General divisions of law


o Law (in the strict legal sense) which is promulgated and enforced by the state
 Known as the state law
o Law (in the non-legal sense) which is not promulgated and enforced by the state
 Includes divine law, natural law, moral law and physical law

Subjects of law
o State law, divine law, natural law and moral law are comprised in the definition of law as
a rule of action. They apply to men as rational beings only.
o While physical law operates on all things (including men w/o regard to the latter’s use of
their will power and intelligence).

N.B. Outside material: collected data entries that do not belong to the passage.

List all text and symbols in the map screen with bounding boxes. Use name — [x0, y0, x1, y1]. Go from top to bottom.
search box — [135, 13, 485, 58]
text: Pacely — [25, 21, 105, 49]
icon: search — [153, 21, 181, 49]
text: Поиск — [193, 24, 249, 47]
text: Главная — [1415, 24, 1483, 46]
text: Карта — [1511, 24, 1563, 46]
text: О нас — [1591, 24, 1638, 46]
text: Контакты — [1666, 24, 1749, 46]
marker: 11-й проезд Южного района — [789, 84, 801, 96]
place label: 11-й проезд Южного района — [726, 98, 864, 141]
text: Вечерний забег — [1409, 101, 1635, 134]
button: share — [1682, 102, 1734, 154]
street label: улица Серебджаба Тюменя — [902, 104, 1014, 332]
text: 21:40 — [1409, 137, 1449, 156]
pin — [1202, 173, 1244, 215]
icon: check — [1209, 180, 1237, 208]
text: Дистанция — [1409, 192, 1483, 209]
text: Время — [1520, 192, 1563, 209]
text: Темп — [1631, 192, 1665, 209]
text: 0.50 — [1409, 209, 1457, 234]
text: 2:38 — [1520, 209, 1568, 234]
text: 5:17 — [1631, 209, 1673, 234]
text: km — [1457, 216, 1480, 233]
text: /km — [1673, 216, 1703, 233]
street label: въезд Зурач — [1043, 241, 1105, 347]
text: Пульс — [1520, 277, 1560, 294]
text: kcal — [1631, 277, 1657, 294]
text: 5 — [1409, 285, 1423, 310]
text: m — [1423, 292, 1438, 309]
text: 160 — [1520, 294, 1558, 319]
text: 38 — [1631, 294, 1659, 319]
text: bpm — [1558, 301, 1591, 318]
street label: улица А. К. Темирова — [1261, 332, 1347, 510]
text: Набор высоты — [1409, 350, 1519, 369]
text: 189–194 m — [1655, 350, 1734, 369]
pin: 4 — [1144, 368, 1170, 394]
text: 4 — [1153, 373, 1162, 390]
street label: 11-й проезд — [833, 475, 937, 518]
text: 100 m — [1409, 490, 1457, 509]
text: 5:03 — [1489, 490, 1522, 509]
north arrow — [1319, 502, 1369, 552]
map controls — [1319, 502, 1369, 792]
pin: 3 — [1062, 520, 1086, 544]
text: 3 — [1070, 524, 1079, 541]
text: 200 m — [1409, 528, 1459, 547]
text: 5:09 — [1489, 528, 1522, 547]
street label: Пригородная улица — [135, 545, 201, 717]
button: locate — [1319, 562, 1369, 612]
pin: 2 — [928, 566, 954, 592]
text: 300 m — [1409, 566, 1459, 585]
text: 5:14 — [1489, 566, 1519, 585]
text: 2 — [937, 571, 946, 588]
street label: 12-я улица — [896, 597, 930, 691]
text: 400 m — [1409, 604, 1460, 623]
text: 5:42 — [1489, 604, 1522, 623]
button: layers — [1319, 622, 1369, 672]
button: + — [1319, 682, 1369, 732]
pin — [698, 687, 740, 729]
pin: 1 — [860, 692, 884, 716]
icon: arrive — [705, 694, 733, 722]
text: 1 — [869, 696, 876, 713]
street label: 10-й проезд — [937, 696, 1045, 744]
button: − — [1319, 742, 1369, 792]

Law only figuratively speaking.

Divine law
o Law of religion and faith which concerns itself with the concept of sin (as contrasted with
crime) and salvation.
1. Source:
 Formally promulgated by God
 Revealed or divulged to mankind by means of direct revelation
 Old testament – divine law is embodied in the 10 Commandments; these laws
were formally given by God through Moses
 To the Mohammedans, divine law is embodied in the Muslim Quoran
2. Sanction:
 Lies in the assurance of certain rewards and punishments in the present life or in
the life to come.
Natural law
o The divine inspiration in man of the sense of justice, fairness and righteousness, not by
divine revelation or formal promulgation, but by internal dictates of reason alone.
1. Binding force:
 Ever present and binding on all men everywhere and at all times
 Every man has a basic understanding of right and wrong based on an
understanding of the fundamental standard or criterion of good and evil.
 Thus, man knows whether an act is evil or bad or good based on the dictates of his
moral nature.
2. Compared to divine law
 Natural law is said to be impressed in man as the core of his higher self at the very
moment of being or, perhaps, even before that.
3. Place in state law
 Natural law has been regarded as the reasonable basis of state law.

Moral law
o Totality of the norms of good and right conduct growing out of the collective sense of
right and wrong of every community.
1. Determination of what is right and wrong
 It was beneficial during the early stage of existence of human beings to determine
what is right and wrong
 Doing what is correct and obedience was demanded by the group
2. Sanction
 There is no definite legal sanction (punishment imposed by law) for violation of
purely moral law
3. Binding force
 Moral law is not absolute because it varies with the changing times, conditions or
convictions of the people.
4. Place in the state law
 Moral law, to a great extent, influences or shapes state law.

Physical law
o The uniformities of actions and orders of sequence which are the physical phenomena we
sense and feel
1. Order or regularity in nature
 A law of physical science, being addressed to objects which have no power to
disobey is in reality nothing more than an order or regularity in nature by which
certain results follow certain causes
2. Called law only by analogy

State law
o Law that is promulgated and enforced by the state
1. Other terms used
 Positive law, municipal law, civil law, imperative law
 Law that we refer to when we speak of law in connection with obligations and
contracts, marriage, the administration of justice, conduct of elections and the
entire governmental process itself.
2. Binding force
 Only state law is enforced by the state w/ the aid of its physical force if necessary
3. Concern of state law
 State law does not concern itself with violations of other rules of action unless
they also constitute violations of its commands.

Concepts of (state) law.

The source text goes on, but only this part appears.